Don't Let Seasonally Adjusted Numbers Lead You Off the Cliff!

Matt Meyers

Analysts, investors and news outlets are enamored with seasonally adjusted housing starts (US Census Seasonally Adjusted Annual Rate, SAAR). The number makes for a great sound bite each month as the US Census releases a new number by adjusting the monthly actuals by a seasonal factor to produce an annual figure. 

The use of SAAR can mislead the reader. As an example, this headline makes it sound like 66,000 fewer homes were built in July than expected:US housing starts for July 1.534M vs 1.60M estimate ( This is just one of the pitfalls of the US Census SAAR. For operators in the industry, there is a bigger problem. 

Using SAAR makes the annual housing cycle look like a smooth run.

But the seasonal change in demand is a critical factor for operators at lumber yards, mills, and on lumber trading floors to understand and anticipate price moves and supply constraints. The popular seasonally adjusted numbers intentionally ignore and even obfuscate the annual cliff in demand that occurs each year.

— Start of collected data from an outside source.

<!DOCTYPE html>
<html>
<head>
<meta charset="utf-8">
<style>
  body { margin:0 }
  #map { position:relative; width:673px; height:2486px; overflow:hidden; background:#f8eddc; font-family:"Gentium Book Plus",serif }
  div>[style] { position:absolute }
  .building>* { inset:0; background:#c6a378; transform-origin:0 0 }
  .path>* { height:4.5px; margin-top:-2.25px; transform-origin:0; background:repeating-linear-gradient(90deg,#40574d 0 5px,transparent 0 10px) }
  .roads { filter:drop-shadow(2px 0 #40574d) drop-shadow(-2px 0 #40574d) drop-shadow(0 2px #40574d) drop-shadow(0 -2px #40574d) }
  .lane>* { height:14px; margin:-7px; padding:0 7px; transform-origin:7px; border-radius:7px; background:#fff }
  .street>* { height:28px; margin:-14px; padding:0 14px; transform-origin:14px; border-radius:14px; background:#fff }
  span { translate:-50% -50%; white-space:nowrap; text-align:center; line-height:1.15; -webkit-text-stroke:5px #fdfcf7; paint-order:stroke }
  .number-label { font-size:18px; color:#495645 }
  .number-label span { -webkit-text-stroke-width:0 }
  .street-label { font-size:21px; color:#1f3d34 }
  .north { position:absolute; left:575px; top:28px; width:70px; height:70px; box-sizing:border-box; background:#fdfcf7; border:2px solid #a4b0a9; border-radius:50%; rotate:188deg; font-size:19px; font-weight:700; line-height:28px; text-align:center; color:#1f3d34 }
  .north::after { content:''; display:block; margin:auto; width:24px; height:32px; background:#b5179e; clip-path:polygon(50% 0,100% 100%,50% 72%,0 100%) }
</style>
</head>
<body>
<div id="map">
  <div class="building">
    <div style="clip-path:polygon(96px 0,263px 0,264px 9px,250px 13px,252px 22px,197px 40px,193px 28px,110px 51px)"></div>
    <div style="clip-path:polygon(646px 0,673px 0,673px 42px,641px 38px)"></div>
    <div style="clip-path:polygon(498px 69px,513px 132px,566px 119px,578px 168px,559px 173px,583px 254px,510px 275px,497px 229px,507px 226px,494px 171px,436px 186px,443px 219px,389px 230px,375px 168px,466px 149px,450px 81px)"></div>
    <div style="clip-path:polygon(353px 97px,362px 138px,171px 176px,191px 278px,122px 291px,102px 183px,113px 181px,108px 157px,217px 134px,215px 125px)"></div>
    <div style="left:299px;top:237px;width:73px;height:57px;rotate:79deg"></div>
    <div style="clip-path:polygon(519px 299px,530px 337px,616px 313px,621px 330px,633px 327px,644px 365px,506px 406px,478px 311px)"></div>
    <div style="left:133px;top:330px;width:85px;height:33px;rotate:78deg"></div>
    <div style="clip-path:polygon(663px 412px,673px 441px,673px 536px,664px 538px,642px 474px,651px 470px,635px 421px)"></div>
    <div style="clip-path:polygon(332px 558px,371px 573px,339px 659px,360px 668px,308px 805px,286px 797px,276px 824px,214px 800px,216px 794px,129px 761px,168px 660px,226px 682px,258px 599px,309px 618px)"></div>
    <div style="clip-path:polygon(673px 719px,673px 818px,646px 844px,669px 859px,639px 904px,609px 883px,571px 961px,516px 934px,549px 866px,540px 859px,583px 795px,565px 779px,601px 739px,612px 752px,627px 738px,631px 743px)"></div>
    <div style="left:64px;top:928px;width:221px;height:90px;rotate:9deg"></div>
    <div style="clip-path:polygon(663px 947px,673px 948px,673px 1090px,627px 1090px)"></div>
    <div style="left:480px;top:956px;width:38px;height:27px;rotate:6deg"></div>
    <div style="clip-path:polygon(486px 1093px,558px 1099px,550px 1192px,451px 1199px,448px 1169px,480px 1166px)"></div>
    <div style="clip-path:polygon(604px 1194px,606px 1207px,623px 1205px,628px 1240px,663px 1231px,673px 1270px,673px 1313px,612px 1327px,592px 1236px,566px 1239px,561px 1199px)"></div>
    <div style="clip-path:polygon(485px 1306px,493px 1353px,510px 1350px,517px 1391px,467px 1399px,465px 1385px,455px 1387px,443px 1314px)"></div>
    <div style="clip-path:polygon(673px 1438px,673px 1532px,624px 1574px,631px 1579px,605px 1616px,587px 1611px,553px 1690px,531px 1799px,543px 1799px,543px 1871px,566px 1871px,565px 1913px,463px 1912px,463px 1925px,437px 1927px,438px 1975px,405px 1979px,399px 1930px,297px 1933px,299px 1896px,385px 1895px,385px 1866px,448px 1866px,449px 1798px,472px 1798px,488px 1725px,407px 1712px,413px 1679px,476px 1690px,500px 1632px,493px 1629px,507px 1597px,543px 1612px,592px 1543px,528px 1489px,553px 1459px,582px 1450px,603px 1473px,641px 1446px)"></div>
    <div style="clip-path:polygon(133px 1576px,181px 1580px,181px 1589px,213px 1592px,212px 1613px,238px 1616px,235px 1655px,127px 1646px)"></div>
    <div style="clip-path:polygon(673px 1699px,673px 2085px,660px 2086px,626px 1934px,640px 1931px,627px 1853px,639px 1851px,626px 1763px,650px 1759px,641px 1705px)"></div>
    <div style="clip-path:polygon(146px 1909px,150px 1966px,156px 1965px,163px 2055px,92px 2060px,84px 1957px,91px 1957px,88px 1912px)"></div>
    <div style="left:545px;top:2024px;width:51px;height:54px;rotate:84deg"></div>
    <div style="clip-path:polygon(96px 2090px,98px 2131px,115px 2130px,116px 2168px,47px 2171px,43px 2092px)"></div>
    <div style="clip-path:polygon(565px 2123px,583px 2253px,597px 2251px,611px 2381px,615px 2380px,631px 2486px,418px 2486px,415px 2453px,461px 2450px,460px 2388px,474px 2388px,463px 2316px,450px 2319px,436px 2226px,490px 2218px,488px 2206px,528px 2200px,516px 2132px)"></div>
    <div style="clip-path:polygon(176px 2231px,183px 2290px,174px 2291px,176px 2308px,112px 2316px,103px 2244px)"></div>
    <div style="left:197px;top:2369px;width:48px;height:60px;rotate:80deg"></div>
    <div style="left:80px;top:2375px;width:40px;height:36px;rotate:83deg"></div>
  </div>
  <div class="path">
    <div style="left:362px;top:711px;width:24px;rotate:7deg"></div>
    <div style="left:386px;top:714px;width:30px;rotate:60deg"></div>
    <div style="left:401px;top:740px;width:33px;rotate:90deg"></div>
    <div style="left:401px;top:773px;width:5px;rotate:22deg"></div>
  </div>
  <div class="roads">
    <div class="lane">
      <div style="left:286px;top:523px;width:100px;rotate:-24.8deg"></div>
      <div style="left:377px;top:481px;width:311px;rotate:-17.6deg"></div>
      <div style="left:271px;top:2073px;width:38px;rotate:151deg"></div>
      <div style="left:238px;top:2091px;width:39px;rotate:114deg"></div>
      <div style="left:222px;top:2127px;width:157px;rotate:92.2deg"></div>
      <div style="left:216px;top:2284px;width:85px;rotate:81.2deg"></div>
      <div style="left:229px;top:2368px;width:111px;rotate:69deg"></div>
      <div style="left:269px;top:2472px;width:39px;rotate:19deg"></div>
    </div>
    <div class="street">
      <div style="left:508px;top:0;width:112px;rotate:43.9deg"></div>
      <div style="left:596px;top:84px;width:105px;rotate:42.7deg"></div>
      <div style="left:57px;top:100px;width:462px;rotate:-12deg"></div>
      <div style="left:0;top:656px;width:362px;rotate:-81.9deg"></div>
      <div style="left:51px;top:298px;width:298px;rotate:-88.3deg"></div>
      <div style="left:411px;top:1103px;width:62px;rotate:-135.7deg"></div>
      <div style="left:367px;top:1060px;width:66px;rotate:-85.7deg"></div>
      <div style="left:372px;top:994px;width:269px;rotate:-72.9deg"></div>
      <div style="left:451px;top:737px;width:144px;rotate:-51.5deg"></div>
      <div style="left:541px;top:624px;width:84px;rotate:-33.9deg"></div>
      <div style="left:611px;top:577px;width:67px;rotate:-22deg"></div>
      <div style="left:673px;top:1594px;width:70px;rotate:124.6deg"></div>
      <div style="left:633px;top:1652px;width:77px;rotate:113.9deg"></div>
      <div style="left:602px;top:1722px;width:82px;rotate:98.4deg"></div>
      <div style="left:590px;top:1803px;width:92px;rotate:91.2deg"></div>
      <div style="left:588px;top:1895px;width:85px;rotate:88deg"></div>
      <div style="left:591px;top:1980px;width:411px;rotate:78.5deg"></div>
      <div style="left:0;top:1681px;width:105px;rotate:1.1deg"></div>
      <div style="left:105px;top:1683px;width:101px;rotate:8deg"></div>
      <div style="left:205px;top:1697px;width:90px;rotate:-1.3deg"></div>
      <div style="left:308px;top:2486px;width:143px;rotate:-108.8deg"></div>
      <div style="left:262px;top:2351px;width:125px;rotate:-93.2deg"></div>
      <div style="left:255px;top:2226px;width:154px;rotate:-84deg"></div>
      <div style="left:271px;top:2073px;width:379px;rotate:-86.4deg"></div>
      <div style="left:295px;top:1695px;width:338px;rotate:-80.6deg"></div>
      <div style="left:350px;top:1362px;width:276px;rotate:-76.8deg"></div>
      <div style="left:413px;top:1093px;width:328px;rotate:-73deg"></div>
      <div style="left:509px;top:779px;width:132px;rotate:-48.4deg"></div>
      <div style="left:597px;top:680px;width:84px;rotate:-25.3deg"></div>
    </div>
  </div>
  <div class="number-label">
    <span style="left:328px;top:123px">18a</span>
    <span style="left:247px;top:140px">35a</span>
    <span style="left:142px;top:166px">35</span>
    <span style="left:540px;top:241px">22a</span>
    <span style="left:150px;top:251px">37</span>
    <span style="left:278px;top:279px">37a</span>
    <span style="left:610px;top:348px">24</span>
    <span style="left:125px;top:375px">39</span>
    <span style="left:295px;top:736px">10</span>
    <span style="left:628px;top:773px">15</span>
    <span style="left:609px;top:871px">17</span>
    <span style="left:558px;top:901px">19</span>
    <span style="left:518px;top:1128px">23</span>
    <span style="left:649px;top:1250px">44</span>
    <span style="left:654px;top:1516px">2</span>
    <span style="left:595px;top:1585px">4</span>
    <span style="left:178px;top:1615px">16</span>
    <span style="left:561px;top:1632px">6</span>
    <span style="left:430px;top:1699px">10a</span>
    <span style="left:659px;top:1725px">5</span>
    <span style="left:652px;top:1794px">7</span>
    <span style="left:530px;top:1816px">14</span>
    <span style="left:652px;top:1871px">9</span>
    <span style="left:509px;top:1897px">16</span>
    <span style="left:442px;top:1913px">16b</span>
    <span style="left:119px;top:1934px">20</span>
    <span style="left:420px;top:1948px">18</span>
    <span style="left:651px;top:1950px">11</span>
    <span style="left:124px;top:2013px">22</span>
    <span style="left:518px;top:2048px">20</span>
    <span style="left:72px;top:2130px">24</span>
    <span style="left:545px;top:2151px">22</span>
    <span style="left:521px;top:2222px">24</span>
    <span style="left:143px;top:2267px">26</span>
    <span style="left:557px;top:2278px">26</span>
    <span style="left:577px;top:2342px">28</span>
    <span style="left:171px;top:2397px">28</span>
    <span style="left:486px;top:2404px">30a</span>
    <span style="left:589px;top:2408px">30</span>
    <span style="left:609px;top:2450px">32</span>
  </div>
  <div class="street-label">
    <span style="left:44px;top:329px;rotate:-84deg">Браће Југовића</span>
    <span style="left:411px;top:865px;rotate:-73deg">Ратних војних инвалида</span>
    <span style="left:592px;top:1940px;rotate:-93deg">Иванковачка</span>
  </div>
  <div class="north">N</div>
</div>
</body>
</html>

Lumber industry teams need to look at the actual - without adjustments - monthly housing starts data. The chart below uses the same underlying data from the same time period as the chart above, without seasonal adjustments.

It is very important that a lumber buyer anticipate the seasonal decline in demand to avoid overstocking inventory. Furthermore, depending on the production plans of mills and inventory levels downstream in the channel, this drop in demand can cause downward pressure on price.

About the Data

These two graphics are derived from the same US Census Housing Starts monthly data. The first chart, with the relatively flat line, shows monthly start values that have been adjusted by the US Census using seasonality factors to produce an annual number. The second chart uses the unadjusted monthly data. In order to express multiple years on the same axis, I have normalized each month to the peak month of the year. In other words, each monthly number is expressed as a percentage of the peak month within that year.

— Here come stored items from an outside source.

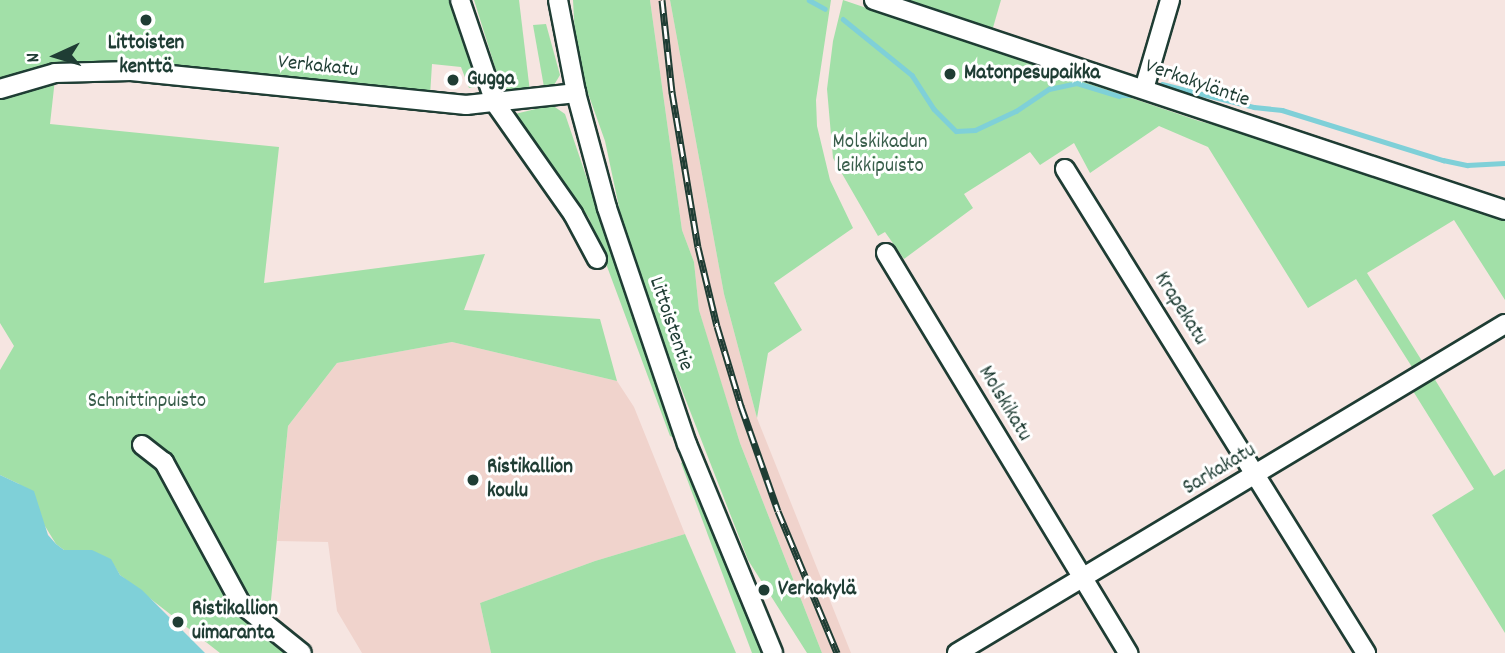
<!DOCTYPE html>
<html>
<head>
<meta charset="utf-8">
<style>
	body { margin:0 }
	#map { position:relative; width:1505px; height:653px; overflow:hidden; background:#f6e5e1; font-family:Dekko,sans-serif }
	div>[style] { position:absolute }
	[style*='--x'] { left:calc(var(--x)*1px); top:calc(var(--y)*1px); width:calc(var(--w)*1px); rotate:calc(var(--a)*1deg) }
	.built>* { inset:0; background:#f0d3cc }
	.green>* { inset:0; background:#a2e0a8 }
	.water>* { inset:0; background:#7fd0d8 }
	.stream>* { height:4.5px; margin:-2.25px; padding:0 2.25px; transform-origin:2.25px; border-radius:2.25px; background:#7fd0d8 }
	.roads { filter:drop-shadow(2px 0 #1f3d34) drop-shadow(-2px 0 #1f3d34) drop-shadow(0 2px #1f3d34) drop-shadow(0 -2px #1f3d34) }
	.minor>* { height:18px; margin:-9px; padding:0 9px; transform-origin:9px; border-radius:9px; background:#fff }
	.rail>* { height:7px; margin-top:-3.5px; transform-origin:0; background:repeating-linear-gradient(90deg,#fff 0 13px,#1f3d34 0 26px); box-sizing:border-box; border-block:2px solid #1f3d34 }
	.dots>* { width:19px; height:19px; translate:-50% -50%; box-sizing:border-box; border:4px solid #fff; border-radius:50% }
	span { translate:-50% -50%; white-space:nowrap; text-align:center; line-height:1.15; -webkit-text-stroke:6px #fff; paint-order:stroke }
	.poi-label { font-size:21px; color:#1f3d34; font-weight:700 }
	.left { translate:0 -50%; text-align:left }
	.street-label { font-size:21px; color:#1f3d34 }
	.park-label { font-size:21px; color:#395e4b }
	.north { position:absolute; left:21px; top:21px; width:70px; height:70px; -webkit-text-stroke:5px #fff; paint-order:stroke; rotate:266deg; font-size:19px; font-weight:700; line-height:28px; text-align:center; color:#1f3d34 }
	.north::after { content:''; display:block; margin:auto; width:24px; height:32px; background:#1f3d34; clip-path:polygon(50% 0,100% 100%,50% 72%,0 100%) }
</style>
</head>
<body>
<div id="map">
	<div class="built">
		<i style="clip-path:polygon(650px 0,670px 0,724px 294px,757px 418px,851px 653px,822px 653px,740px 443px,711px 351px,699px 310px,694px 262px,682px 230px)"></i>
		<i style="clip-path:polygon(452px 342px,617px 381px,634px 407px,685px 534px,595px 561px,480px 603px,491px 653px,362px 653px,337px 611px,328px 542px,277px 541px,288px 426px,337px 363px)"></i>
	</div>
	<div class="green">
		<i style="clip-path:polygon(0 0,451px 0,460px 36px,482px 86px,469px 88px,461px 67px,432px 64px,430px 96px,56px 68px,21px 74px,27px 85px,55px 79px,50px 124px,279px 147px,264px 283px,485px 254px,464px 310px,600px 319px,617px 381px,452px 342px,337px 363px,288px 426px,270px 610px,290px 653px,220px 653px,120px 575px,110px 559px,64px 550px,56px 544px,19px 484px,0 475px,0 370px,14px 346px,0 323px)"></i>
		<i style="clip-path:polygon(474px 0,519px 0,530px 92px,504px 96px)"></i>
		<i style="clip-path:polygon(573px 0,650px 0,682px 230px,694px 262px,699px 310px,740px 443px,822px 653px,807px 653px,748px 560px,629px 254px,605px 141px,584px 82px,575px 38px)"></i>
		<i style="clip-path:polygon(670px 0,831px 0,816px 100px,817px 126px,830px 180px,853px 228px,774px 283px,802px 330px,768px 353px,757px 418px,724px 294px)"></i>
		<i style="clip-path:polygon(843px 0,1199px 121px,1244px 133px,1488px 213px,1505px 221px,1505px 300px,1454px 220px,1367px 273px,1422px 361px,1412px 367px,1356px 279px,1308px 308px,1208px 147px,1159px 126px,1090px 173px,1074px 143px,1040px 165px,1030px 152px,964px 194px,973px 208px,904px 259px,885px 232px,878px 236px,833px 158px,827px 89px,833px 41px)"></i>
		<i style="clip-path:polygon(909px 0,1001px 0,992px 31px)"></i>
		<i style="clip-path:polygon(546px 24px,560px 75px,554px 85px,544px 87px,533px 25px)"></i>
		<i style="clip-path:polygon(552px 105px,565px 114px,675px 438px,670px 436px,589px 218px,515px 114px)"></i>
		<i style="clip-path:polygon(1434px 378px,1494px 476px,1505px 469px,1505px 633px,1432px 515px,1474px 489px,1413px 391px)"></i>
		<i style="clip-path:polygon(685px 461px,691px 467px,763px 653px,752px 653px,681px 463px)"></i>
		<i style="clip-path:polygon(685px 534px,736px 653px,491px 653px,480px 603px,595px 561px)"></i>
	</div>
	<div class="water">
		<i style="clip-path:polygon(0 475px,34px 491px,48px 535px,56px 544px,64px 550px,92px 550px,111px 559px,120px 575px,142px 590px,205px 653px,0 653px)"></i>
	</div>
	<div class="stream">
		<i style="--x:809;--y:0;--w:18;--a:29"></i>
		<i style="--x:843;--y:19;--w:89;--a:39.1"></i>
		<i style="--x:912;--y:75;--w:40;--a:57.1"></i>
		<i style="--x:934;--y:109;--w:31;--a:45"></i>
		<i style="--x:956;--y:131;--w:19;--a:-3"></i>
		<i style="--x:975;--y:130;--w:45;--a:-24.9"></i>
		<i style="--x:1016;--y:111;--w:40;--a:-34"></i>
		<i style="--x:1049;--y:89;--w:29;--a:-12"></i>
		<i style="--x:1077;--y:83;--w:44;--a:17.2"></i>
		<i style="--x:1119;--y:96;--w:15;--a:0"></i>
		<i style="--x:1162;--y:84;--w:95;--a:14"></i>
		<i style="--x:1254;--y:107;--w:28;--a:6"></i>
		<i style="--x:1282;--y:110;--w:169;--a:17.3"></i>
		<i style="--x:1443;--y:160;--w:25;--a:12"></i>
		<i style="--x:1467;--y:165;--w:38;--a:-3"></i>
	</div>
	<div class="roads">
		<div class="minor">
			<i style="--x:460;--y:0;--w:109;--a:71.2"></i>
			<i style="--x:495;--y:103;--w:136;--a:54.9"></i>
			<i style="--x:573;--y:214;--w:51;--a:61.9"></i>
			<i style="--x:558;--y:0;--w:95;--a:79"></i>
			<i style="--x:576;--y:93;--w:119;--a:74.9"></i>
			<i style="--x:607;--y:208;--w:249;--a:71.3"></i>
			<i style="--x:687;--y:444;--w:226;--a:67.6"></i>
			<i style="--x:874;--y:0;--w:665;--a:18.41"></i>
			<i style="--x:0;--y:89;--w:57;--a:-16.2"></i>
			<i style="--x:55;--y:73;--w:76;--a:-1.5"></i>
			<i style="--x:131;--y:71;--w:337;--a:5.8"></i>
			<i style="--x:466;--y:105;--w:111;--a:-6.2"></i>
			<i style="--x:1144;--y:89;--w:93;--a:-73.7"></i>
			<i style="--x:1065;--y:169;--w:570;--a:58.12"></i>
			<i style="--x:886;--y:253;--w:468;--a:58.8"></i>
			<i style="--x:142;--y:445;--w:28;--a:38"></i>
			<i style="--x:164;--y:462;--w:162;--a:61.5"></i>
			<i style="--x:241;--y:604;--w:78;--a:38.8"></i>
			<i style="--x:957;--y:653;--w:639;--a:-30.98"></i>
		</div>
	</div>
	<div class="rail">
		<i style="--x:662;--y:0;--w:93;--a:83.8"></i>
		<i style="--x:672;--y:92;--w:157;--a:80.5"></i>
		<i style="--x:698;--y:247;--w:81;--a:76.5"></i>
		<i style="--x:717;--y:326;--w:84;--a:73.3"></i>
		<i style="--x:741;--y:406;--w:111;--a:70.6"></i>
		<i style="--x:778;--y:511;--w:154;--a:67.4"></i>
	</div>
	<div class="dots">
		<i style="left:146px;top:20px;background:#1f3d34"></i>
		<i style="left:950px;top:74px;background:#1f3d34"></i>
		<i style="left:453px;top:80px;background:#1f3d34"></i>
		<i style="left:473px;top:480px;background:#1f3d34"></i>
		<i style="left:764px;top:590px;background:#1f3d34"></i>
		<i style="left:178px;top:622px;background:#1f3d34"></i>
	</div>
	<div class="poi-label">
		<span style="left:146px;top:56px">Littoisten<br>kenttä</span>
		<span class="left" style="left:964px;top:74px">Matonpesupaikka</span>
		<span class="left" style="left:467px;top:80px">Gugga</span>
		<span class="left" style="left:487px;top:480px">Ristikallion<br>koulu</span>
		<span class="left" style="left:778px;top:590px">Verkakylä</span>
		<span class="left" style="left:192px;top:622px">Ristikallion<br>uimaranta</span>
	</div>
	<div class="street-label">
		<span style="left:318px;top:67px;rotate:6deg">Verkakatu</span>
		<span style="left:1197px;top:84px;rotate:19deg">Verkakyläntie</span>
		<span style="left:1180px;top:309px;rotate:58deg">Krapekatu</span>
		<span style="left:670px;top:324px;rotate:71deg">Littoistentie</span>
		<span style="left:1004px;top:404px;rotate:59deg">Molskikatu</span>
		<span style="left:1220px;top:470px;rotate:-31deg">Sarkakatu</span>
	</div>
	<div class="park-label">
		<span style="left:880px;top:155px">Molskikadun<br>leikkipuisto</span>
		<span style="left:147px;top:402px">Schnittinpuisto</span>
	</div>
	<div class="north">N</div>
</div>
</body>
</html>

I only used the years between 1991-2002 and 2012-2020, with the basis of my selection being steadily rising markets, most similar to the current market, at normal levels of demand (1.0 to 1.7 million annual starts). Sure, I could have thrown out 2020 due to COVID, but 2020 fits these criteria. 

My selection of these years explains why seasonally adjusted numbers in the first chart track higher throughout the year; these are rising markets. But if you want to use data to forecast housing starts, you have to be really careful about the data you pick. Including all years’ data picks up trends in anomalous markets (the big boom and big bust). Eliminating too much data leaves a small data set that makes extrapolation risky. That highlights the core problem of outsourcing your housing market insights to the headline grabbing seasonally adjusted numbers - the data may require a PhD in statistics to interpret accurately.

What are the implications for the Fall 2021 lumber market?

This year the lumber market experienced a historic high. As demand slackened, mill lead times shrank, buying slowed and prices dropped (read this blog article to understand why high prices fall so fast). Upcoming drops in prices were also visible in the data as described in this blog article on early data signaling an OSB price decline. The after effect was a wall of wood purchased on long lead times at high prices clogging lumberyard inventories. At today’s prices, inventory purchased before the price drops is overpriced and can lead to a margin drain on the business.

As buyers come back into the market, the key question for buyers is “how much inventory should I have headed into the fall season?” If you listen to headline seasonally adjusted housing starts you may misinterpret the reality of the fall market. Actual housing starts will tell the story. 

Demand across the US typically drops dramatically after October. Sometimes in October. There are notable exceptions, like 2019, where housing production held high, draining channel inventories ahead of the COVID supply chain crunch. More reason to understand the real numbers, and not let seasonally adjusted numbers lead you off the cliff.

To illustrate the magnitude of the difference between the average monthly starts in winter relative to summer, take a look at the percentages on the graphic below:

In gently rising housing markets between 1.0 and 1.7 million annual starts (our market), December housing starts are about 25% lower than summer. That roughly translates into 25% less lumber sold across the US. When that 25% decrease in underlying demand is accompanied by high lumberyard inventory at high cost (today), then prices can be expected to remain low relative to the peak, unless the actual housing demand is anomalously high for the season.

While analysts, investors, and news outlets watch the US Census Seasonally Adjusted headline numbers in the coming months, I’ll be advising Yesler customers with insights into the actual underlying data to manage risk and steer clear of avoidable cliffs.